## REQUIRED ACTION
What should come back is the data below, word for word, minus any picture.

## SUPPLIED DATA
◇ ◇ ◇ ◇
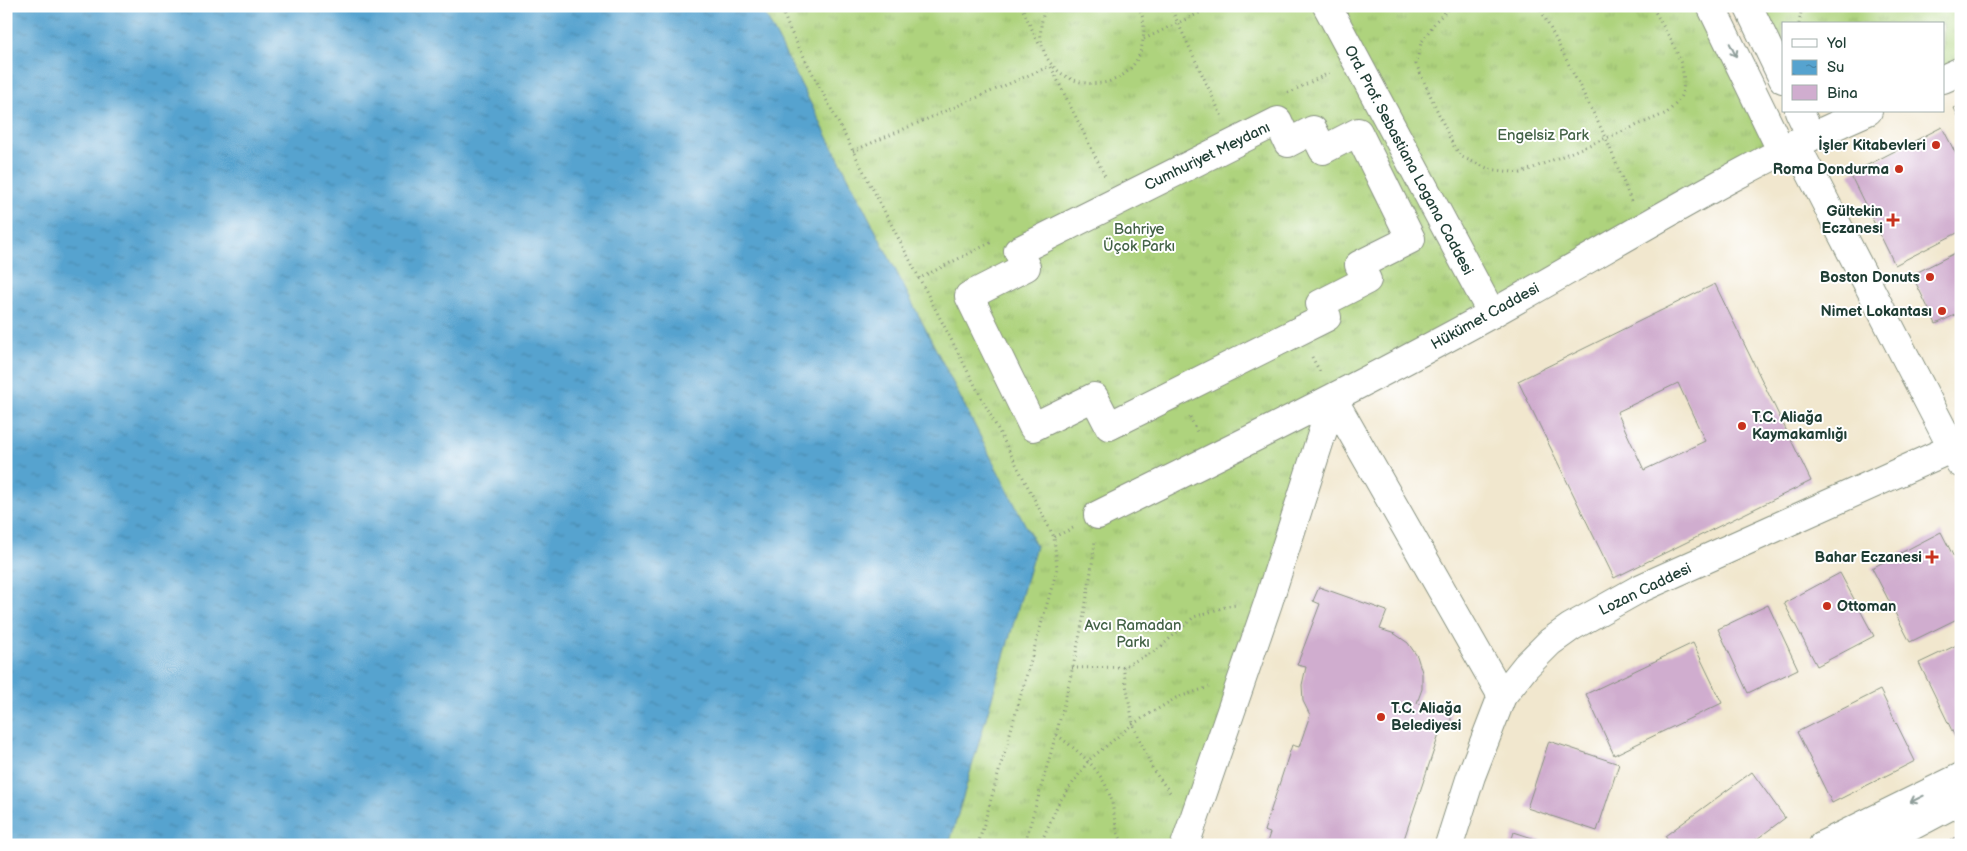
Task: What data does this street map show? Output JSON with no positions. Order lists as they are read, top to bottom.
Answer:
{
  "streets": {
    "street": [
      "Cumhuriyet Meydanı",
      "Ord. Prof. Sebastiana Logana Caddesi",
      "Hükümet Caddesi",
      "Lozan Caddesi"
    ]
  },
  "crossings": [
    ["Ord. Prof. Sebastiana Logana Caddesi", "Hükümet Caddesi"]
  ],
  "parks": ["Engelsiz Park", "Bahriye Üçok Parkı", "Avcı Ramadan Parkı"],
  "places": {
    "other": [
      "İşler Kitabevleri",
      "Roma Dondurma",
      "Boston Donuts",
      "Nimet Lokantası",
      "T.C. Aliağa Kaymakamlığı",
      "Ottoman",
      "T.C. Aliağa Belediyesi"
    ],
    "health": ["Gültekin Eczanesi", "Bahar Eczanesi"]
  },
  "legend": ["Yol", "Su", "Bina"]
}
◇ ◇ ◇ ◇
## RESPONSE TO THE TASK
Task: What data does this street map show? Output JSON with no positions. Order lists as they are read, top to bottom.
Answer:
{
  "streets": {
    "street": [
      "Cumhuriyet Meydanı",
      "Ord. Prof. Sebastiana Logana Caddesi",
      "Hükümet Caddesi",
      "Lozan Caddesi"
    ]
  },
  "crossings": [
    ["Ord. Prof. Sebastiana Logana Caddesi", "Hükümet Caddesi"]
  ],
  "parks": ["Engelsiz Park", "Bahriye Üçok Parkı", "Avcı Ramadan Parkı"],
  "places": {
    "other": [
      "İşler Kitabevleri",
      "Roma Dondurma",
      "Boston Donuts",
      "Nimet Lokantası",
      "T.C. Aliağa Kaymakamlığı",
      "Ottoman",
      "T.C. Aliağa Belediyesi"
    ],
    "health": ["Gültekin Eczanesi", "Bahar Eczanesi"]
  },
  "legend": ["Yol", "Su", "Bina"]
}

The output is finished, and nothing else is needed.